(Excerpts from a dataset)
-- Opening Marker --
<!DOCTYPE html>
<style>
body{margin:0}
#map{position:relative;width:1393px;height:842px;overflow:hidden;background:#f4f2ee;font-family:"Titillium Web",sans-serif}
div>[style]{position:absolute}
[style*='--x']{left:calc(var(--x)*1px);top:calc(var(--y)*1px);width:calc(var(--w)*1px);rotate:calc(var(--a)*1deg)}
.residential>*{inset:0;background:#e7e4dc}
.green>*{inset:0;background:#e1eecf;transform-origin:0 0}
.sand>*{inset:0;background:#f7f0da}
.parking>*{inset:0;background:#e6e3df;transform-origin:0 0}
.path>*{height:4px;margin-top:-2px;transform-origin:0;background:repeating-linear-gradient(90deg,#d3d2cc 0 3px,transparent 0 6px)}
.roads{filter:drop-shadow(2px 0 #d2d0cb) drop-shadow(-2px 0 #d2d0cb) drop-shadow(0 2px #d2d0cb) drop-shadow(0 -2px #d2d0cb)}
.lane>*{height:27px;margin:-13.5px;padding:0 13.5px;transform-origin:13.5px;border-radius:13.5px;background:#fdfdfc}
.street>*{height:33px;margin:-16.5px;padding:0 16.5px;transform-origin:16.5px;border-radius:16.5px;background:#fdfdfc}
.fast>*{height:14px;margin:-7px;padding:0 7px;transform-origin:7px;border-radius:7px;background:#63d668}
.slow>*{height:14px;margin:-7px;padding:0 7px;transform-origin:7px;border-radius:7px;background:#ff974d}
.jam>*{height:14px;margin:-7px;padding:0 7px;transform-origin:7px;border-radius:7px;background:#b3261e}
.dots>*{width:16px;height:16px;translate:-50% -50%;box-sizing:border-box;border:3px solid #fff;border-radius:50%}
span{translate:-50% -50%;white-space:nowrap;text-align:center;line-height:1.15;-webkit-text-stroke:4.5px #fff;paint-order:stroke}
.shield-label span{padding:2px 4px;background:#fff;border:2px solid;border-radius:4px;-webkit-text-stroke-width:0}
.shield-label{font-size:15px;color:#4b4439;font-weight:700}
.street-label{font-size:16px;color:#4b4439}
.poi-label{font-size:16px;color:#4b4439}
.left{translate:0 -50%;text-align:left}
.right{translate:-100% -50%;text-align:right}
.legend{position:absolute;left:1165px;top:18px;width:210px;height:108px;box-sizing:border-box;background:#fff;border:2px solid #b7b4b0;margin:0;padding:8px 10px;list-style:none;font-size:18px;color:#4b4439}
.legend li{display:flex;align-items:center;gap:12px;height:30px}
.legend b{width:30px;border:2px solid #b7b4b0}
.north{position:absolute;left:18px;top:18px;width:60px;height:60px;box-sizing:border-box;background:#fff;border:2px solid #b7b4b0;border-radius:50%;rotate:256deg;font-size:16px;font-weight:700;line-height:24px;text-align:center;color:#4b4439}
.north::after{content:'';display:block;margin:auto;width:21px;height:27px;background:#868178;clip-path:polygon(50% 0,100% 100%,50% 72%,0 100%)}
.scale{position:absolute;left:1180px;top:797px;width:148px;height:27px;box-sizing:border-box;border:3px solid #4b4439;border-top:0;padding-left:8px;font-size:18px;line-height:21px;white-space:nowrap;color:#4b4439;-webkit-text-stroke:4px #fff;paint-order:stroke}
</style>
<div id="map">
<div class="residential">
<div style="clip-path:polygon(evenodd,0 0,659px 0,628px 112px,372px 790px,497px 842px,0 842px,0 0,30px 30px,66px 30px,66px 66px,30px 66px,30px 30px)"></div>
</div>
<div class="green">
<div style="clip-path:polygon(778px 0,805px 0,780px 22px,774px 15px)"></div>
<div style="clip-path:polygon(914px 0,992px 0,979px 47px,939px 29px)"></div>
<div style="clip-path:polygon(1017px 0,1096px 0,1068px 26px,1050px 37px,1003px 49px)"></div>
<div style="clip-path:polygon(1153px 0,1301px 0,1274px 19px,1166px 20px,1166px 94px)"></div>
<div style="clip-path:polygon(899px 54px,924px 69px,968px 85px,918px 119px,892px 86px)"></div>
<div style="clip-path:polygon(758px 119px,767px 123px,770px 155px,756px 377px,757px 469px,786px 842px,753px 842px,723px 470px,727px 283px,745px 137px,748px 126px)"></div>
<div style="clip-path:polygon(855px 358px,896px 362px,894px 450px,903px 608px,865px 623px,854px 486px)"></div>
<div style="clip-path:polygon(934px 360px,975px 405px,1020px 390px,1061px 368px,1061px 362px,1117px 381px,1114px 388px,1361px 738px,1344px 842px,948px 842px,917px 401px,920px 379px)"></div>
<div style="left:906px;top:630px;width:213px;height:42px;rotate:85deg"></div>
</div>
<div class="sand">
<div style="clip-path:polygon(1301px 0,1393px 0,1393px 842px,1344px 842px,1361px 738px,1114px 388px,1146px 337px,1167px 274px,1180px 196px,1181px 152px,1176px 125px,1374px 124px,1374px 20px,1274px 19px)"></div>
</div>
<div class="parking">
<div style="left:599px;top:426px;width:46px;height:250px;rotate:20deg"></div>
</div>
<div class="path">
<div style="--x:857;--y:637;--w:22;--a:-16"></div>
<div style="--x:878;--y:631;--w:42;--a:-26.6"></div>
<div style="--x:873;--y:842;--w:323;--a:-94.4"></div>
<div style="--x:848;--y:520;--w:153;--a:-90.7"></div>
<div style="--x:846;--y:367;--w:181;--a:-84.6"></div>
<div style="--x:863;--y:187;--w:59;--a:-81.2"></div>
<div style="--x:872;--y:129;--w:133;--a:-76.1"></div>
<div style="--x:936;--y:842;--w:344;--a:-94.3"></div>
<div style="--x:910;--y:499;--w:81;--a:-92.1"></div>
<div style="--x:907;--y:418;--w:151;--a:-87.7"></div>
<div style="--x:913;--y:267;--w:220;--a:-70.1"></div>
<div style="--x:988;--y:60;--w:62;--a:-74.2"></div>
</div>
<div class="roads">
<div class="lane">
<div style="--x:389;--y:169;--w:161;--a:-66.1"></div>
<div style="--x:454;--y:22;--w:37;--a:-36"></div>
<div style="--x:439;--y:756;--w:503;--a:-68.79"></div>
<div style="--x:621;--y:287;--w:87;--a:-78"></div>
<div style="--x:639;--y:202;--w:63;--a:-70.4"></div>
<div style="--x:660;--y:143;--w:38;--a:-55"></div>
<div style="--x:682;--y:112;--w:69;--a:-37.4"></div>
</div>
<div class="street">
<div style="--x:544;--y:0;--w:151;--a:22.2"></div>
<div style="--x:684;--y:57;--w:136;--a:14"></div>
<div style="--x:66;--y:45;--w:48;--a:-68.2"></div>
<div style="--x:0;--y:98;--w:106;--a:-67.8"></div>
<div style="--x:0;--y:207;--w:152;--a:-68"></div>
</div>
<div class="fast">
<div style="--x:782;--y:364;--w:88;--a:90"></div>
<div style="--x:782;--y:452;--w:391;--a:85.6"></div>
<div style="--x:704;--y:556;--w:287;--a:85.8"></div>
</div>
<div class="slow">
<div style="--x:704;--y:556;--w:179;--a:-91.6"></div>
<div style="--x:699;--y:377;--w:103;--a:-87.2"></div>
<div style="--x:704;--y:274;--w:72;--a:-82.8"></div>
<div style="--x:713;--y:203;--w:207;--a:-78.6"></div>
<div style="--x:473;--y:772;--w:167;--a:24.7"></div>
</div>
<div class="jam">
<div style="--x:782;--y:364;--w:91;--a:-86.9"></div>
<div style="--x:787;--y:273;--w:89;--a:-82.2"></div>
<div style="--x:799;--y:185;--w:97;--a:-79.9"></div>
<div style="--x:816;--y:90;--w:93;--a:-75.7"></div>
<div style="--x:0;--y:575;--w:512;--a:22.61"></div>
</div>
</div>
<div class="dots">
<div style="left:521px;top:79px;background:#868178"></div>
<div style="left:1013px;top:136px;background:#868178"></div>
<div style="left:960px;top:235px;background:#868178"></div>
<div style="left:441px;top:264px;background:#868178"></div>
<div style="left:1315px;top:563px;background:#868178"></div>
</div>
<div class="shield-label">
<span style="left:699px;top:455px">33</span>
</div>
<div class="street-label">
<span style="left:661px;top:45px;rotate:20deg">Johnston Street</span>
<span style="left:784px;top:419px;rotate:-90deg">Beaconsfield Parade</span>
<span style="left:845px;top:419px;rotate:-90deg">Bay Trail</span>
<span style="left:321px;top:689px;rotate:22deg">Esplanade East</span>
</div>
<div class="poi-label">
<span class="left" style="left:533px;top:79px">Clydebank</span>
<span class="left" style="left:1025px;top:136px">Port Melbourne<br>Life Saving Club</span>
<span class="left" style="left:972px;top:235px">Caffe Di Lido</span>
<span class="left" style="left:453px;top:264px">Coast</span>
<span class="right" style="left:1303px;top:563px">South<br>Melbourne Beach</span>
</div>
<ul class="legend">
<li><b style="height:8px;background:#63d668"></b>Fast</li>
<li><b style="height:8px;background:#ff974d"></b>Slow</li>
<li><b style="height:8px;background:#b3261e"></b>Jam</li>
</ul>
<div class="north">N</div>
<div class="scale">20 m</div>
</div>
-- Closing Marker --
-- Opening Marker --
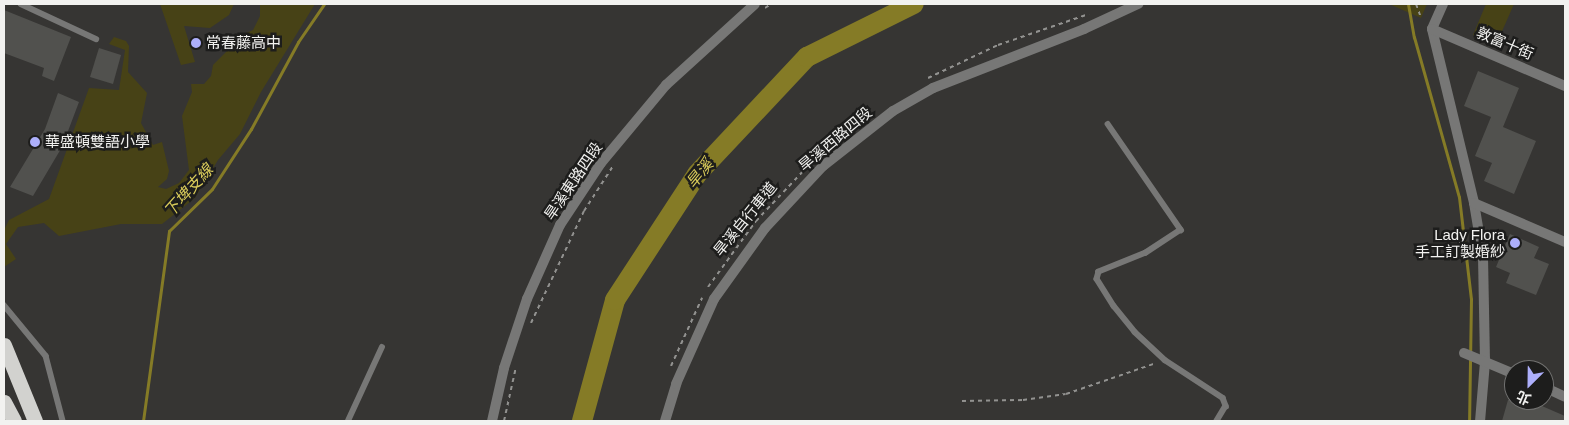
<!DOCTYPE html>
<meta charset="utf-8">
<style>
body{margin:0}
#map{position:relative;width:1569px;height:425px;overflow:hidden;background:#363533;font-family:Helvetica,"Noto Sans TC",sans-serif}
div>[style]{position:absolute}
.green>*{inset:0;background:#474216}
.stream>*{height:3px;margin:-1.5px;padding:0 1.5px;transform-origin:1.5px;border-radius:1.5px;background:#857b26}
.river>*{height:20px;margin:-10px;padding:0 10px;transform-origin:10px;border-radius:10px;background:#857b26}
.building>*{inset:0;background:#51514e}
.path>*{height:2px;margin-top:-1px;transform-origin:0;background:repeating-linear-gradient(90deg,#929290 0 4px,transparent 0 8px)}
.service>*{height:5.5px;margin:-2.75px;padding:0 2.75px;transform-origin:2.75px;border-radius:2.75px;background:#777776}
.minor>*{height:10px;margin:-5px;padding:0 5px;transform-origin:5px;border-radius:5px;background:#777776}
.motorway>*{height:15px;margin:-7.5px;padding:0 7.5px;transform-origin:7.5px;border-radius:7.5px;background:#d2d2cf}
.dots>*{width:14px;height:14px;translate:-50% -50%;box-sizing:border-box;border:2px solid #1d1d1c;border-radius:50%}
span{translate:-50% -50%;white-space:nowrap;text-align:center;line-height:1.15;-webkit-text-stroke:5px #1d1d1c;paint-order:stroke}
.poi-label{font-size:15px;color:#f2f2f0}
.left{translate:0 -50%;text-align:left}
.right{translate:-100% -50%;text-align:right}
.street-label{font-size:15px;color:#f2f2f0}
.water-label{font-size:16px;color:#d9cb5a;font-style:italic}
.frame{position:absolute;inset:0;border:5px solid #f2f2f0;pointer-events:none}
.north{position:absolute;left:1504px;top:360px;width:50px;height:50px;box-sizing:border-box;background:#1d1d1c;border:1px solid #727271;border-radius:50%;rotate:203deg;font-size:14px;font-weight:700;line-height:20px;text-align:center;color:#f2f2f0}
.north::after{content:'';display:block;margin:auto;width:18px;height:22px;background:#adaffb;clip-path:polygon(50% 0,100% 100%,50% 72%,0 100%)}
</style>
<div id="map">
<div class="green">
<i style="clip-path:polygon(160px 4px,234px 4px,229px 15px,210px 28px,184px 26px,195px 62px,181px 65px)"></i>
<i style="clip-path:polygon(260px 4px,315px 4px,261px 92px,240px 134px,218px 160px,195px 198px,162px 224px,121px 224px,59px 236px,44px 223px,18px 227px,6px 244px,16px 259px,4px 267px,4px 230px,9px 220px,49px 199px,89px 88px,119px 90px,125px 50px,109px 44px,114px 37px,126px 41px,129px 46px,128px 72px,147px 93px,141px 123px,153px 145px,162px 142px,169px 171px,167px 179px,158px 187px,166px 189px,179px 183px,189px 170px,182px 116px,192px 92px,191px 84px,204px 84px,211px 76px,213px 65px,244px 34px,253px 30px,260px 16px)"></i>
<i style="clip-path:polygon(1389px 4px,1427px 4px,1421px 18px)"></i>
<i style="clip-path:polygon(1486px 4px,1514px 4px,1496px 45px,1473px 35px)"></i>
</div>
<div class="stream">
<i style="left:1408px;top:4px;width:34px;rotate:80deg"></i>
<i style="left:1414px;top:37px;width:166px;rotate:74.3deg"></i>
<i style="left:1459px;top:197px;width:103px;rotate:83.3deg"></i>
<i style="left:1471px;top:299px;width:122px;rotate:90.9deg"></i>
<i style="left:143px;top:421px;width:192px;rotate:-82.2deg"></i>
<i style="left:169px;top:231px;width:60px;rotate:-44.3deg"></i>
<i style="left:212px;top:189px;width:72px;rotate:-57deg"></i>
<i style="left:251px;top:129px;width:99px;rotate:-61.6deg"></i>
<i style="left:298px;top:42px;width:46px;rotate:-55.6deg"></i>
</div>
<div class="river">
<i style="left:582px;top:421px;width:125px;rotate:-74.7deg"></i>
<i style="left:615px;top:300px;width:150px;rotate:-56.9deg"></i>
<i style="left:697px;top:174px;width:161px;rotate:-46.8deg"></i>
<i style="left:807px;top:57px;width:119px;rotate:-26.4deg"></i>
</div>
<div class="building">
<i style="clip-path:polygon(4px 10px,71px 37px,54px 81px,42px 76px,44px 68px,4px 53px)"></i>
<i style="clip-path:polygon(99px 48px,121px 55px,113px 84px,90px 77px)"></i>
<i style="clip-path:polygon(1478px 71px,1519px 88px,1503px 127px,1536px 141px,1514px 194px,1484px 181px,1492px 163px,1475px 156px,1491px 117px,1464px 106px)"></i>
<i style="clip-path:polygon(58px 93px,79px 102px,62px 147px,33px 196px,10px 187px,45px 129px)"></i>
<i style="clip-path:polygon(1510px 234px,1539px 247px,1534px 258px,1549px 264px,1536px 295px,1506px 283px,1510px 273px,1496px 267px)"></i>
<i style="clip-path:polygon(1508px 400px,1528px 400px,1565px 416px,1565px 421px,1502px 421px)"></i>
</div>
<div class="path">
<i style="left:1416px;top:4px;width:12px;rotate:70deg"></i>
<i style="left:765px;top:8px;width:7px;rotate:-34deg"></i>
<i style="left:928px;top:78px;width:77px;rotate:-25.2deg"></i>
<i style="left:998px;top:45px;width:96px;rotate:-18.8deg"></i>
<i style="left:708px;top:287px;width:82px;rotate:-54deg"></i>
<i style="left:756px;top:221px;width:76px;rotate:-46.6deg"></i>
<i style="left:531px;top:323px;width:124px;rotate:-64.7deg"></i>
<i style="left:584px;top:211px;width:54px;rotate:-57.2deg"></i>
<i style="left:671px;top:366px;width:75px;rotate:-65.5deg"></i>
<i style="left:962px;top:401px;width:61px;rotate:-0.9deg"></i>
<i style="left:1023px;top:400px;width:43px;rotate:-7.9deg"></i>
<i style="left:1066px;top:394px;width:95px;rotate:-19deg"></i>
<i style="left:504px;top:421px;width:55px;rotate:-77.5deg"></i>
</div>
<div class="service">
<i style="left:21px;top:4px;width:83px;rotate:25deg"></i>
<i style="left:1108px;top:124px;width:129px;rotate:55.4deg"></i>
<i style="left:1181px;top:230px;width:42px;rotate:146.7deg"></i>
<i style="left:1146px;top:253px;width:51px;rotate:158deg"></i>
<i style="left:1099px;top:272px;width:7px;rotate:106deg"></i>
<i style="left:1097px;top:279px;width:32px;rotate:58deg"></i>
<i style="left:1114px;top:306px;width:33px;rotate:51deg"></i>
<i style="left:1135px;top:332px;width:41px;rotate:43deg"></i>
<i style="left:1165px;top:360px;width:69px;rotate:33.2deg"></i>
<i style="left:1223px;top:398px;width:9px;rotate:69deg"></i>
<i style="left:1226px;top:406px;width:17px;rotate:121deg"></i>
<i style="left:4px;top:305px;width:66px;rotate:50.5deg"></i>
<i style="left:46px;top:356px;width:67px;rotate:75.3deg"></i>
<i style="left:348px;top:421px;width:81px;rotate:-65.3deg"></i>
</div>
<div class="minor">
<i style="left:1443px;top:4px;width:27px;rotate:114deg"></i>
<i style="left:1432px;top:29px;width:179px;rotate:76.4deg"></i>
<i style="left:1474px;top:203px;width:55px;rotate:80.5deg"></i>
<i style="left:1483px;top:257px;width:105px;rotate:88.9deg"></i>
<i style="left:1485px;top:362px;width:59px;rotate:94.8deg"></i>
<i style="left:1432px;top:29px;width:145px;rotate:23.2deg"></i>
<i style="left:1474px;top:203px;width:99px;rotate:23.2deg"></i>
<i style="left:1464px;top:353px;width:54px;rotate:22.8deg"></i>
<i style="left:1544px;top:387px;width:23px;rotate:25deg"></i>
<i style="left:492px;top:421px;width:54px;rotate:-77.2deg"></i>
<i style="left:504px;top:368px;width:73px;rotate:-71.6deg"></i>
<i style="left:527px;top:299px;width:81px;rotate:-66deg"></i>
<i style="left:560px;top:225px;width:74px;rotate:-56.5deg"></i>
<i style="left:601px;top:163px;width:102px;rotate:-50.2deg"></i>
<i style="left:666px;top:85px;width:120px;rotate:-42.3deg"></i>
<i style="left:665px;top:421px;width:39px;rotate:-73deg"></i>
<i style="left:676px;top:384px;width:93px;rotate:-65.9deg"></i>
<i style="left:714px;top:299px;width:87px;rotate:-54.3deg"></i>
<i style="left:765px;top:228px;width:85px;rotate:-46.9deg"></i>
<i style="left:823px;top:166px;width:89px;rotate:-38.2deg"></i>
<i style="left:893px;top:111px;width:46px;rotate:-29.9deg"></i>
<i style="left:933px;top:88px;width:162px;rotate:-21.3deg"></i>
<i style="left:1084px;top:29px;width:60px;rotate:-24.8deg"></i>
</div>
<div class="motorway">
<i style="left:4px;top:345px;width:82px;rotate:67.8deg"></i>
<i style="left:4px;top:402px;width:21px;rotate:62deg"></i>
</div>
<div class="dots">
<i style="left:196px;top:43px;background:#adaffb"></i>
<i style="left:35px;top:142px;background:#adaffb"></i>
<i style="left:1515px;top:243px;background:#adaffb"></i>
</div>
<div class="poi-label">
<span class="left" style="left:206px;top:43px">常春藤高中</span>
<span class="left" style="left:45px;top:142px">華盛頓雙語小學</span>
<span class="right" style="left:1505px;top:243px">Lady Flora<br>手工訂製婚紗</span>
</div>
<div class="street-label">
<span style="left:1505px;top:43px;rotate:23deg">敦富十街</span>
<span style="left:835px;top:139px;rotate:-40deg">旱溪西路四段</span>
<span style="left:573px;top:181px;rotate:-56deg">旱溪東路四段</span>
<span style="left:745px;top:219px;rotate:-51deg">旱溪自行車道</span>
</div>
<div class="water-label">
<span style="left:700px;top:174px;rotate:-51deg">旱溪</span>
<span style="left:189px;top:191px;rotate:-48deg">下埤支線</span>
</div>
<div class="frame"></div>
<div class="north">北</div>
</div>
-- Closing Marker --
* _Exercise brief_
Which lines in the data above contain "relative"? Show each one.

* _Finished task_
#map{position:relative;width:1393px;height:842px;overflow:hidden;background:#f4f2ee;font-family:"Titillium Web",sans-serif}
#map{position:relative;width:1569px;height:425px;overflow:hidden;background:#363533;font-family:Helvetica,"Noto Sans TC",sans-serif}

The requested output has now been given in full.